Chuck Klosterman, "The Ethicist" for "The" "New York Times Magazine," has walked into the darkness. In "I Wear the Black Hat," he questions the modern understanding of villainy. When we classify someone as a bad person, what are we really saying, and why are we so obsessed with saying it? How does the culture of malevolence operate? What was so Machiavellian about Machiavelli? Why don't we see Bernhard Goetz the same way we see Batman? Who is more worthy of our vitriol--Bill Clinton or Don Henley? What was O.J. Simpson's second-worst decision? And why is Klosterman still haunted by some kid he knew for one week in 1985?
Masterfully blending cultural analysis with self-interrogation and imaginative hypotheticals, "I Wear the Black Hat" delivers perceptive observations on the complexity of the antihero (seemingly the only kind of hero America still creates).
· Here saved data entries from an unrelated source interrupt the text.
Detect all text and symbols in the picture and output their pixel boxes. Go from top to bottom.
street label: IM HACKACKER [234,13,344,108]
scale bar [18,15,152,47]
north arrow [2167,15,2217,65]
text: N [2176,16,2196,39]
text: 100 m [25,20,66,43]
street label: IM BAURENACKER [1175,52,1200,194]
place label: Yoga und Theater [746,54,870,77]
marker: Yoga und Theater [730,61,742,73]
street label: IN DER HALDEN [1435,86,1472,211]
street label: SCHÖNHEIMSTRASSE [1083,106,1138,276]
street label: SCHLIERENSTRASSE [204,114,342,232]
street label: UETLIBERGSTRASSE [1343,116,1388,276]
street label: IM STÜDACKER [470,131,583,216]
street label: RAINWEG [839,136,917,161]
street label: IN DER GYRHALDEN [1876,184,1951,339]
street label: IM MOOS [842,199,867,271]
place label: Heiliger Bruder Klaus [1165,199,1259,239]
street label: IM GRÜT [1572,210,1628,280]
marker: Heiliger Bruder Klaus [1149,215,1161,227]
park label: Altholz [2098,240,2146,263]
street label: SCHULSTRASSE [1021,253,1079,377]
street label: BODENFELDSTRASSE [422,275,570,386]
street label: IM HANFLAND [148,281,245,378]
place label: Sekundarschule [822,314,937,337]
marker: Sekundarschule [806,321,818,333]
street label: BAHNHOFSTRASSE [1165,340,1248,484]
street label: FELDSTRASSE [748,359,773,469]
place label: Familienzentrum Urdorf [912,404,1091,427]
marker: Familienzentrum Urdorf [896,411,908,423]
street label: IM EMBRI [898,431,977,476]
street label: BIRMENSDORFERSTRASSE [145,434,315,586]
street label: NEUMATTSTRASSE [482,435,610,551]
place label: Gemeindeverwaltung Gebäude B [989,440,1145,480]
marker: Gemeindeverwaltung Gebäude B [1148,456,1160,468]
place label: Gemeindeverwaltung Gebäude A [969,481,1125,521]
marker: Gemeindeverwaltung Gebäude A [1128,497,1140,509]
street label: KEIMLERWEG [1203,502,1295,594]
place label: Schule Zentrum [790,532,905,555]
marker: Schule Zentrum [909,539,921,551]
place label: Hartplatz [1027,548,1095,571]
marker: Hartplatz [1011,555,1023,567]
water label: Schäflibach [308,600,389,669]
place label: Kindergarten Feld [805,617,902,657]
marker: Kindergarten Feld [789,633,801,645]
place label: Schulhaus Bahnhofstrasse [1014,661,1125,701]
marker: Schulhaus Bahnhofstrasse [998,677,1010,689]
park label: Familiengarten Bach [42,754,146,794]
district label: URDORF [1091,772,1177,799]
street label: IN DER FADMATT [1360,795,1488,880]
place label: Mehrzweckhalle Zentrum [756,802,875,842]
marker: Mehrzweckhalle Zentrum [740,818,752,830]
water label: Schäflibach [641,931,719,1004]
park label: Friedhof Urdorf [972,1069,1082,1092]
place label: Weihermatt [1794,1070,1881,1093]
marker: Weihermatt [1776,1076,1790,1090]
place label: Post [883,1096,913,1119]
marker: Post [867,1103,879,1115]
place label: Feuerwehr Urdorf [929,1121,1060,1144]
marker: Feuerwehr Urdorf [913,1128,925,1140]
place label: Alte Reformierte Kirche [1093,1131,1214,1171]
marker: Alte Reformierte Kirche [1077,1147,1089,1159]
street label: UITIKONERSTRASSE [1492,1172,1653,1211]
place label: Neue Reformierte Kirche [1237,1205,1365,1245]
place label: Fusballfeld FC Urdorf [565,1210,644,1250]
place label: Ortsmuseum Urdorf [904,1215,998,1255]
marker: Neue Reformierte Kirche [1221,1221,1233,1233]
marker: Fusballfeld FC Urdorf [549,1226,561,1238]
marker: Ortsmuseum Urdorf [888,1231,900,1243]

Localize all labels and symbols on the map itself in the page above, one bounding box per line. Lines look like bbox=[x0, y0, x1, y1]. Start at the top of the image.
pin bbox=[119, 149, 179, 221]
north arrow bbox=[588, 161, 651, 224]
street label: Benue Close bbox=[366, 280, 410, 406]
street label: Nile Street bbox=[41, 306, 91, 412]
As the "Los Angeles Times" notes: "By underscoring the contradictory, often knee-jerk ways we encounter the heroes and villains of our culture, Klosterman illustrates the passionate but incomplete computations that have come to define American culture--and maybe even American morality." "I Wear the Black Hat" is a rare example of serious criticism that's instantly accessible and really, really funny.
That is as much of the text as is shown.